Procès Angers : en appel, Bonnemaison propose aux familles des victimes de "se dire les choses"

Le procès en appel de l'ex-urgentiste Nicolas Bonnemaison, accusé "d'empoisonnement" de sept patients âgés en phase terminale, s'est ouvert lundi par un appel émouvant de l'accusé aux familles des victimes, à "s'aider" et "se dire les choses", hors de la cour d'assises.

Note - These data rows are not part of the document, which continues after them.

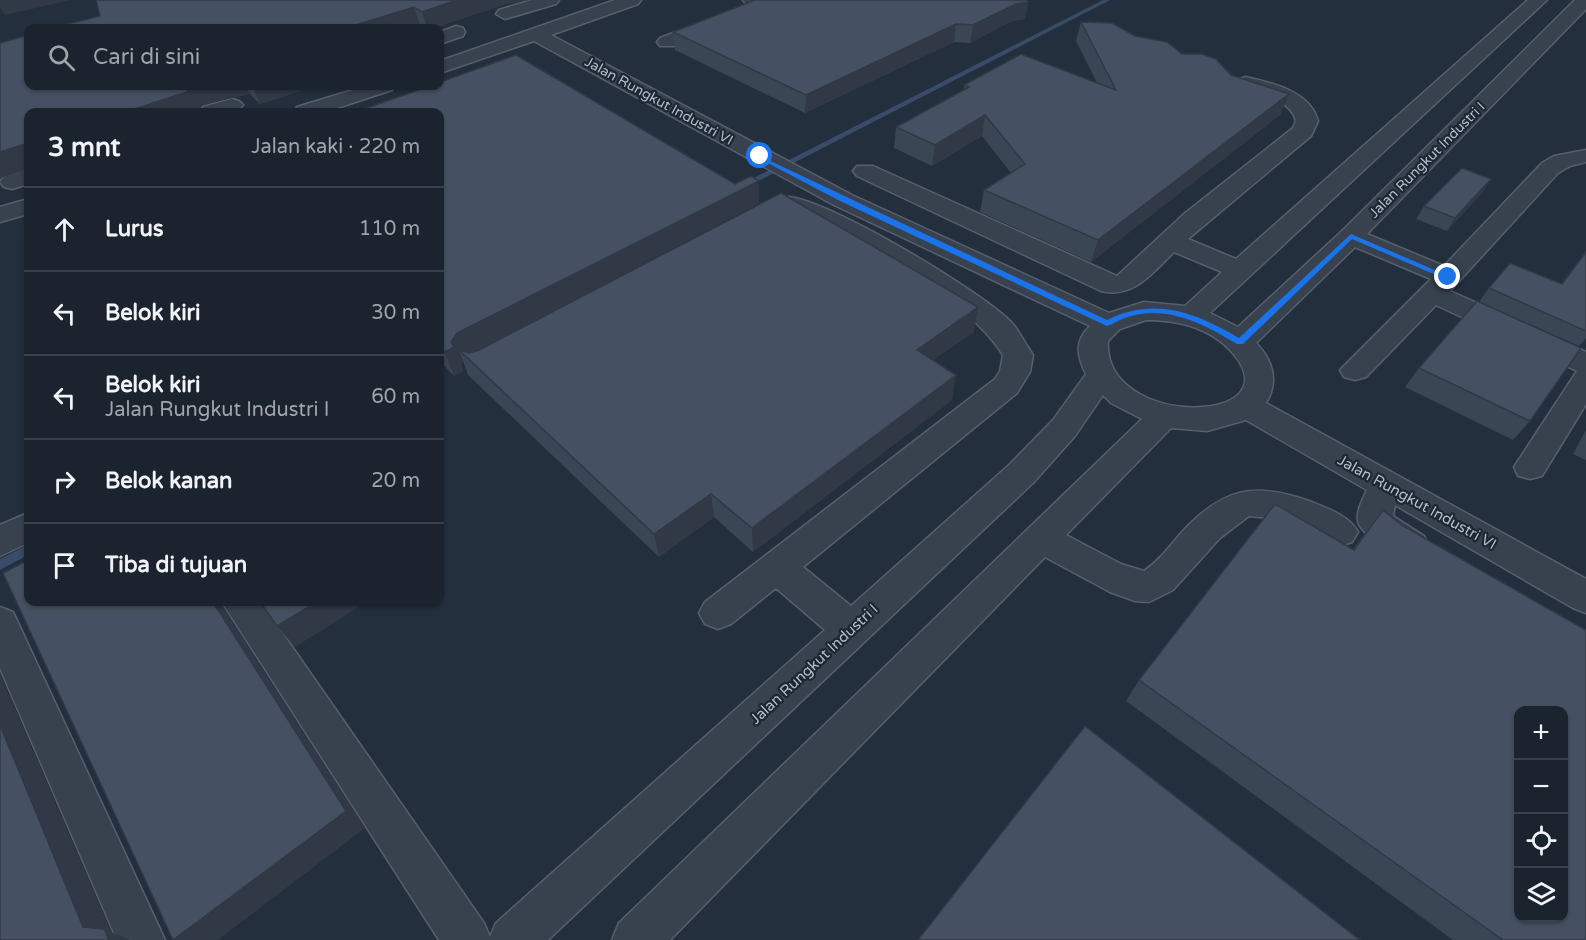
<!DOCTYPE html>
<html lang="id">
<head>
<meta charset="utf-8">
<style>
  :root { --surface:#1b232e; --page:#282f3a; --text:#f1f3f6; --muted:#a0a4aa; --line:#39404a }
  body { margin:0; font-family:"Varela Round",sans-serif; background:var(--page); color:var(--text) }
  .controls { position:absolute; right:18px; bottom:18px; display:grid; overflow:hidden; border-radius:12px; box-shadow:0 2px 4px #0004 }
  .controls button { width:54px; height:54px; display:grid; place-items:center; padding:0; border:0; border-bottom:2px solid var(--line); background:var(--surface); color:var(--text); font:30px sans-serif }
  .stop { position:absolute; width:18px; height:18px; margin:-14px; border:4px solid #1a73e8; border-radius:50%; background:#fff }
  .stop.end { background:#1a73e8; border-color:#fff; box-shadow:0 2px 6px #0008 }
  .list { margin:0; padding:0; list-style:none }
  h2 { display:flex; justify-content:space-between; align-items:center; height:78px; margin:0; padding:0 24px; font-size:26px }
  h2 small { font-size:20px; font-weight:400; color:var(--muted) }
  .list li { display:grid; grid-template-columns:39px 1fr auto; gap:18px; align-items:center; box-sizing:border-box; height:84px; padding:0 24px; border-top:2px solid var(--line) }
  .list b { display:block; font-size:22px; white-space:nowrap }
  .list p { margin:0; font-size:20px; white-space:nowrap; color:var(--muted) }
  .list em { font-size:20px; font-style:normal; color:var(--muted) }
  .icon { flex:none; width:33px; height:33px; fill:none; stroke:currentColor; stroke-width:2; stroke-linecap:round; stroke-linejoin:round }
  .map { position:relative; flex:none; width:1586px; height:940px; overflow:hidden }
  .search { position:absolute; background:var(--surface); box-shadow:0 2px 4px #0004; left:24px; top:24px; width:420px; height:66px; display:flex; align-items:center; gap:15px; box-sizing:border-box; padding:0 21px; border-radius:12px; color:var(--muted); font-size:22px }
  .panel { position:absolute; background:var(--surface); box-shadow:0 2px 4px #0004; left:24px; top:108px; width:420px; height:498px; border-radius:12px }
  .map>svg:first-child { display:block }
</style>
</head>
<body>
<div class="map">
<svg width="1586" height="940" viewBox="0 0 1586 940">
  <rect width="100%" height="100%" fill="#242f3e"/>
  <g fill="none" stroke-linecap="round" stroke-linejoin="round">
    <path fill="#394c67" fill-rule="evenodd" d="M1103,0h7l-363,187 -7,-2z
      M28,545v10l-28,15v-11z"/>
    <defs>
      <path id="minor" d="M532,0h27l-3,4 -51,15 -9,-5 3,-4z
        M615,0h26l-3,4 -87,31 301,160 257,118 35,-11 41,4 37,-34 -48,-20c-21,20 -40,47 -73,39l-244,-115 -4,-5 4,-5h16l244,110 67,-62 109,-86 3,-7c-5,-22 -38,-28 -57,-34l-3,-4 3,-4 7,-2c26,6 64,14 72,44l-7,15 -123,103 48,20 292,-259h19l-337,313 28,14 104,-96 233,-231h11v9l-219,225 77,32 98,-103 12,-7 32,-6v12l-16,4 -12,7 -108,118 136,61v52l-44,72 -12,3 -12,-3 -4,-9 63,-96 -141,-66 -70,72 -11,3 -11,-3 -4,-7 91,-91 -76,-32 -99,96c17,17 23,39 10,60l320,176v34l-13,-5 -178,-103 -2,11 31,20 5,10 -5,10c-4,2 -10,4 -14,4 -11,-1 -51,-27 -52,-39 -2,-10 5,-22 9,-31l-121,-70 -39,11 -36,-3 -105,107 55,29 23,7c15,-10 26,-25 38,-39 40,-43 71,-51 127,-31 17,7 40,14 49,31l-6,10 -12,4 -59,-27 -32,-3 -29,22 -47,52 -24,12 -14,-1 -25,-9 -65,-35 -375,383h-58l7,-17 523,-504 -31,-16 -8,-8 -28,41 -42,47 -485,457h-109l-217,-338h39l223,321 6,14 6,-14 329,-293 -49,-42 -45,36 -13,5 -13,-5 -6,-11 6,-11 290,-223 5,-8 3,-16c-36,-58 -132,-102 -191,-137l-23,-6 -26,9 -9,-2 -3,-5c5,-8 25,-17 36,-17 38,0 199,97 226,127 7,9 13,21 20,31l-3,17 -13,21 -214,174 48,39 158,-141 44,-45 33,-46c-9,-18 -12,-33 4,-48l-256,-121 -300,-164 -94,32v-12zM1146,320c31,0 62,7 84,30 70,76 -128,80 -122,-9l12,-12z
        M743,0h20l5,6 -3,4 -91,36h-14l-3,-4 3,-4 87,-33z
        M456,26l7,2 2,4 -2,4 -23,8v-12z
        M366,86h29l-3,4 -67,22h-31l3,-5z
        M232,99l7,2 4,4c-8,11 -31,8 -43,7l3,-5z
        M28,169v15l-16,5 -8,-2 -4,-5 4,-5z
        M28,199v15l-28,8v-15z
        M28,513v30l-28,13v-31z
        M0,607l13,5 152,328h-48l-117,-272z"/>
    </defs>
    <use href="#minor" stroke="#565f6c" stroke-width="3"/>
    <use href="#minor" fill="#38414e" fill-rule="evenodd"/>
  </g>
  <path fill="#3b4654" d="M96,0h433l-23,4 -72,24h-10l-4,-2 -8,2h-360l48,-12z
    M1028,2l-3,17 -13,2 -42,22 -16,-1 -149,71 -130,-63 -2,-18z
    M1081,22l54,14 47,18 49,21 58,19 -9,21 -189,147 -111,-50 4,-22 27,-17 -29,-37 -50,30 -38,-18 2,-21 68,-37v-5l133,-2 -21,-42z
    M0,43l28,43h288l-56,18 -10,-10 -48,11 -4,7h-170v57l-28,9z
    M440,112l295,72 24,-3v22l-283,148 498,-19 -41,28 19,40 -199,152 -39,-35 -55,40 -191,-182 -5,-14 -2,3 2,7 -9,5 -14,-15z
    M1483,192l-36,39 -31,-12 8,-13z
    M1586,251v87l-7,8 -100,-44 10,-14 72,-4z
    M1419,368l111,53 -17,19 -108,-53z
    M1586,430v30l-13,-6z
    M1383,510l203,430h-133l-327,-239 13,-21 214,-131z"/>
  <path fill="#303945" d="M0,0h71l-66,15 -5,-7z
    M457,0h72l-23,4 -72,24h-7l-5,-16z
    M1028,2l-3,17 -13,2 -42,22 3,-18 43,-21z
    M414,7l6,19 -8,2h-66z
    M956,24l-2,18 -149,71 1,-18z
    M191,86h55l4,8 -48,11 -5,7h-72z
    M252,86h64l-56,18z
    M1289,94l-9,21 -189,147 7,-22z
    M985,115l-3,21 -50,30 3,-21z
    M28,143v26l-28,9v-26z
    M1491,179l-8,13 -36,39 8,-13z
    M759,181v22l-293,153 -7,-6 4,11 -2,3 2,7 -9,5 -9,-24 12,-19z
    M978,307l-4,25 -61,42 4,-24z
    M956,375l-4,25 -199,152 -1,-24z
    M711,494l3,23 -55,40 -5,-23z
    M213,602h8l-1,1 145,225 -147,112h-44z
    M317,602h50l-72,45 -18,-21z
    M0,674l111,258 19,8h-21l-26,-13 -83,-202z"/>
  <path fill="#455162" stroke="#303945" stroke-width="1.5" fill-rule="evenodd" d="M96,0h361l-35,12 -8,-5 -68,21h-294l48,-12z
    M755,0h272l1,2 -12,2 -43,21 -17,-1 -150,71 -133,-63z
    M1081,22l31,1 23,13 32,6 15,12h20l14,5 15,16 58,19 -191,146 -114,-50 41,-26 -40,-49 -50,30 -39,-18 73,-40 -5,-2 57,-31 95,36z
    M28,35v51h163l-4,6 -62,20h-97v31l-28,9v-109z
    M516,55l219,129 16,-8 8,5 -302,152 -6,9 3,5 -9,5 -5,-5v-235h-85l75,-26h10v-4z
    M1462,168l29,11 -36,39 -31,-12z
    M781,193l197,114 -61,43 39,25 -204,153 -41,-34 -57,40 -195,-184 10,3 10,-3z
    M28,230v9l-4,-7z
    M1586,252v79l-97,-43 21,-25 52,21z
    M1477,301l104,47 -51,73 -111,-53z
    M1275,504l79,46 29,-40 20,16 183,104v310h-83l-364,-260zM1518,711h45v207h-45z
    M28,560v42h185l133,209 -173,129 -170,-367z
    M260,602h57l-40,24z
    M0,725l83,202 21,2 5,11h-109z
    M1085,726l275,214h-442z"/>
  <path fill="#1a73e8" d="M758,155l349,165c48,-24 90,-7 132,18l112,-104 100,43 -6,2 -93,-40 -109,105h-6c-33,-20 -72,-41 -112,-26 -6,2 -12,6 -18,8l-267,-125 -82,-43z"/>
  <g text-anchor="middle" dominant-baseline="central" stroke-width="4.5" stroke-linejoin="round" paint-order="stroke">
    <g font-size="14" fill="#b4bcc9" stroke="#1d2633">
      <text transform="translate(659 101) rotate(29)">Jalan Rungkut Industri VI</text>
      <text transform="translate(1427 160) rotate(-45)">Jalan Rungkut Industri I</text>
    </g>
    <g font-size="15" fill="#b4bcc9" stroke="#1d2633">
      <text transform="translate(1417 502) rotate(29)">Jalan Rungkut Industri VI</text>
      <text transform="translate(814 664) rotate(-43)">Jalan Rungkut Industri I</text>
    </g>
  </g>
</svg>
<div class="controls">
<button>+</button>
<button>−</button>
<button><svg class="icon" aria-label="locate" viewBox="0 0 24 24"><circle cx="12" cy="12" r="6"/><path d="M12 2v4M12 18v4M2 12h4M18 12h4"/></svg></button>
<button><svg class="icon" aria-label="layers" viewBox="0 0 24 24"><path d="M12 4l9 5-9 5-9-5zM3 14l9 5 9-5"/></svg></button>
</div>
<div class="stop" style="left:760px;top:156px"></div>
<div class="stop end" style="left:1448px;top:277px"></div>
<div class="search"><svg class="icon" aria-label="search" viewBox="0 0 24 24"><circle cx="10" cy="10" r="6"/><path d="M15 15l6 6"/></svg>Cari di sini</div>
<section class="panel">
<h2>3 mnt<small>Jalan kaki · 220 m</small></h2>
<ul class="list">
<li><svg class="icon" aria-label="ahead" viewBox="0 0 24 24"><path d="M12 20V5M6 11l6-6 6 6"/></svg><div><b>Lurus</b></div><em>110 m</em></li>
<li><svg class="icon" aria-label="left" viewBox="0 0 24 24"><path d="M17 20v-9H6M10 6l-5 5 5 5"/></svg><div><b>Belok kiri</b></div><em>30 m</em></li>
<li><svg class="icon" aria-label="left" viewBox="0 0 24 24"><path d="M17 20v-9H6M10 6l-5 5 5 5"/></svg><div><b>Belok kiri</b><p>Jalan Rungkut Industri I</p></div><em>60 m</em></li>
<li><svg class="icon" aria-label="right" viewBox="0 0 24 24"><path d="M7 20v-9h11M14 6l5 5-5 5"/></svg><div><b>Belok kanan</b></div><em>20 m</em></li>
<li><svg class="icon" aria-label="arrive" viewBox="0 0 24 24"><path d="M6 21V4h12l-3 4 3 4H6"/></svg><div><b>Tiba di tujuan</b></div></li>
</ul>
</section>
</div>
</body>
</html>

Très ému en prenant la parole pour l'interrogatoire de personnalité, le frêle Bonnemaison, 54 ans, a commencé exactement comme il avait fini à Pau, lors du procès en premier ressort devant la cour d'assises des Pyrénées-Atlantiques, qui l'avait acquitté en juin 2014: par des "pensées" et une main tendue aux familles.

"A Pau, j'ai dit que mes pensées allaient aux patients, aux familles, qui vivent des choses difficiles depuis quatre ans", a déclaré l'ex-urgentiste, radié en 2014 depuis par l'Ordre des Médecins, malgré l'acquittement.
"Il est compliqué pour les familles de faire leur travail de deuil", a-t-il insisté, avant de rappeler: "Si des familles, des soignants... ceux qui me mettent en cause,s'ils sont demandeurs de me rencontrer, je suis disponible, ma porte reste ouverte."

'Se dire des choses hors de la cour'

"On peut arriver à s'aider mutuellement, en se disant des choses pas forcément dans une cour d'assises, car c'est compliqué...", a-t-il enfin glissé, la voix tremblante par moments. "C'est beaucoup d'émotion, la garde à vue, deux procès d'assises, deux à trois ans d'instruction, des années d'attente..."

Visage fermé, vêtu de noir, Nicolas Bonnemaison avait été accueilli à son arrivée à la Cour d'appel au bras de son épouse Julie, par quelque 50 membres de son Comité de soutien venus du Pays basque.
Il est accusé d'avoir, entre mars 2010 et juillet 2011 au Centre hospitalier de la Côte basque à Bayonne, injecté des produits létaux à sept patients âgés, incurables, et dont on avait arrêté les traitements, pour abréger leurs souffrances, et leur vie.

L'urgentiste ,décrit au premier procès par les experts-psychiatres comme "hyper-compassionnel" au point d'être "pas assez lucide", n'avait informé ni soignants, ni familles, pour "protéger les proches" et leur éviter un choix "délicat".
C'est l'appel interjeté par le parquet général de Pau qui vaut à l'ex-médecin de se retrouver devant une cour d'assises, jusqu'au 24. Il y encourt la réclusion criminelle à perpétuité.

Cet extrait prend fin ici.